The response should consist of every record, reproduced exactly.

Start of Given data

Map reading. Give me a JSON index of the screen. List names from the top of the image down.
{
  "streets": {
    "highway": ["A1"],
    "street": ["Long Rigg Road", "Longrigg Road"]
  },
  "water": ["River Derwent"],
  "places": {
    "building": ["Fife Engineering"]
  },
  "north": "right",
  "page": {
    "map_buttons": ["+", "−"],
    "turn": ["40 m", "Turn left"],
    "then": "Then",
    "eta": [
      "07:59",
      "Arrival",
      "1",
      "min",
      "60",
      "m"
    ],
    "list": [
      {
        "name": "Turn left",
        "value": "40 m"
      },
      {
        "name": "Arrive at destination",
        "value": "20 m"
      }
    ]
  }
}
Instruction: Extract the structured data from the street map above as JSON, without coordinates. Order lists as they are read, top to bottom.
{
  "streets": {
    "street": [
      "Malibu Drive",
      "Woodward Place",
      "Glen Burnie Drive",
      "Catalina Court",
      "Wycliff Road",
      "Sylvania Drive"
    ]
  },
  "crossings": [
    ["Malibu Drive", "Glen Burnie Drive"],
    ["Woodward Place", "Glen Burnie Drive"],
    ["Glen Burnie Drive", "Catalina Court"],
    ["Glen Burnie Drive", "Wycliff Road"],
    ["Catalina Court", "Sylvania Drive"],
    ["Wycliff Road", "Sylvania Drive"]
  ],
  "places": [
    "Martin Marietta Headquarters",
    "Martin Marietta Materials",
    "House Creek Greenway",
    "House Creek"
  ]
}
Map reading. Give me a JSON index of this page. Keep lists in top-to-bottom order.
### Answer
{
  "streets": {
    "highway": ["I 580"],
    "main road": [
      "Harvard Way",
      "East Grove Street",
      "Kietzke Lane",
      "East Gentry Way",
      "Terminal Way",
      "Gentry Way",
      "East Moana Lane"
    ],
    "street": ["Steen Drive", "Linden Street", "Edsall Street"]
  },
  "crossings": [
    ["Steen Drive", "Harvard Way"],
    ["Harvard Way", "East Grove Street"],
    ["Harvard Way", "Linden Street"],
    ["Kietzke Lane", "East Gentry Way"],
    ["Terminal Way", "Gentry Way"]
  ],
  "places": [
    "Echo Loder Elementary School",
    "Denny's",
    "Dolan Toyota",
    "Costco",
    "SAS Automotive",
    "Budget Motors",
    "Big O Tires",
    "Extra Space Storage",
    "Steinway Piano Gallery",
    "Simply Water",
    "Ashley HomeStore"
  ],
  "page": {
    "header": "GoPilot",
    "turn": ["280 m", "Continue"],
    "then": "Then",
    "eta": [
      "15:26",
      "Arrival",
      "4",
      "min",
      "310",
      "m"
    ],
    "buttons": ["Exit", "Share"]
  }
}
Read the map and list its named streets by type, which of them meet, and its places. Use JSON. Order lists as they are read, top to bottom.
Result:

End of Given data

## Response to this task
Map reading. Give me a JSON index of the screen. List names from the top of the image down.
{
  "streets": {
    "highway": ["A1"],
    "street": ["Long Rigg Road", "Longrigg Road"]
  },
  "water": ["River Derwent"],
  "places": {
    "building": ["Fife Engineering"]
  },
  "north": "right",
  "page": {
    "map_buttons": ["+", "−"],
    "turn": ["40 m", "Turn left"],
    "then": "Then",
    "eta": [
      "07:59",
      "Arrival",
      "1",
      "min",
      "60",
      "m"
    ],
    "list": [
      {
        "name": "Turn left",
        "value": "40 m"
      },
      {
        "name": "Arrive at destination",
        "value": "20 m"
      }
    ]
  }
}
Instruction: Extract the structured data from the street map above as JSON, without coordinates. Order lists as they are read, top to bottom.
{
  "streets": {
    "street": [
      "Malibu Drive",
      "Woodward Place",
      "Glen Burnie Drive",
      "Catalina Court",
      "Wycliff Road",
      "Sylvania Drive"
    ]
  },
  "crossings": [
    ["Malibu Drive", "Glen Burnie Drive"],
    ["Woodward Place", "Glen Burnie Drive"],
    ["Glen Burnie Drive", "Catalina Court"],
    ["Glen Burnie Drive", "Wycliff Road"],
    ["Catalina Court", "Sylvania Drive"],
    ["Wycliff Road", "Sylvania Drive"]
  ],
  "places": [
    "Martin Marietta Headquarters",
    "Martin Marietta Materials",
    "House Creek Greenway",
    "House Creek"
  ]
}
Map reading. Give me a JSON index of this page. Keep lists in top-to-bottom order.
### Answer
{
  "streets": {
    "highway": ["I 580"],
    "main road": [
      "Harvard Way",
      "East Grove Street",
      "Kietzke Lane",
      "East Gentry Way",
      "Terminal Way",
      "Gentry Way",
      "East Moana Lane"
    ],
    "street": ["Steen Drive", "Linden Street", "Edsall Street"]
  },
  "crossings": [
    ["Steen Drive", "Harvard Way"],
    ["Harvard Way", "East Grove Street"],
    ["Harvard Way", "Linden Street"],
    ["Kietzke Lane", "East Gentry Way"],
    ["Terminal Way", "Gentry Way"]
  ],
  "places": [
    "Echo Loder Elementary School",
    "Denny's",
    "Dolan Toyota",
    "Costco",
    "SAS Automotive",
    "Budget Motors",
    "Big O Tires",
    "Extra Space Storage",
    "Steinway Piano Gallery",
    "Simply Water",
    "Ashley HomeStore"
  ],
  "page": {
    "header": "GoPilot",
    "turn": ["280 m", "Continue"],
    "then": "Then",
    "eta": [
      "15:26",
      "Arrival",
      "4",
      "min",
      "310",
      "m"
    ],
    "buttons": ["Exit", "Share"]
  }
}
Read the map and list its named streets by type, which of them meet, and its places. Use JSON. Order lists as they are read, top to bottom.
Result:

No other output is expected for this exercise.